[Stored data]
+-------+
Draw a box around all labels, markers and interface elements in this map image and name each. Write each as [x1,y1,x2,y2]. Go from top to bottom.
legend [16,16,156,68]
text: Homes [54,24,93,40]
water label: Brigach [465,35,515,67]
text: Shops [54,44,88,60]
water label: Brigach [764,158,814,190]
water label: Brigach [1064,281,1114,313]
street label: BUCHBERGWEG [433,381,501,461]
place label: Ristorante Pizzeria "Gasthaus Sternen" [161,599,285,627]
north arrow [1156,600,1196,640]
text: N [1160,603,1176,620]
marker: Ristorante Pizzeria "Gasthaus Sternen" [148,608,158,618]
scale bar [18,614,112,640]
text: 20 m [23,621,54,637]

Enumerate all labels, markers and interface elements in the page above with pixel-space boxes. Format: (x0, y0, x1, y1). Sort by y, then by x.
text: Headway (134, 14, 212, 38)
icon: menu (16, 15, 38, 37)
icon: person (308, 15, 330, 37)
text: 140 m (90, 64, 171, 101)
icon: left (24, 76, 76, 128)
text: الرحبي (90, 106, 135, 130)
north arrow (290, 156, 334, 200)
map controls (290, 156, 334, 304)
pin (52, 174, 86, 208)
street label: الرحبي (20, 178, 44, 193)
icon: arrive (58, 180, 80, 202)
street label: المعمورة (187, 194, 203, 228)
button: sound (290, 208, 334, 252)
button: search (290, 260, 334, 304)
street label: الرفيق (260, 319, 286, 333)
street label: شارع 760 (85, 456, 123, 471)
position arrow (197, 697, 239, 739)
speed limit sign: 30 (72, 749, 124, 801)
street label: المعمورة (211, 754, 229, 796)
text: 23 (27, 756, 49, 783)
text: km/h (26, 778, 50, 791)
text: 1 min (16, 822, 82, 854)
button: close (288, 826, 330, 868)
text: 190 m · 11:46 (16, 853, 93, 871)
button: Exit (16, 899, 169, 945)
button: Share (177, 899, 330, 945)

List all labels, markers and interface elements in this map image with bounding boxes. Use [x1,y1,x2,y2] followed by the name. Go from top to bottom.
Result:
+-------+
EXERCISE OBJECTIVE → Begin at the line containing "List all labels, markers" and reproduce each line through the end of the records above.

TASK RESULT →
List all labels, markers and interface elements in this map image with bounding boxes. Use [x1,y1,x2,y2] followed by the name. Go from top to bottom.
Result:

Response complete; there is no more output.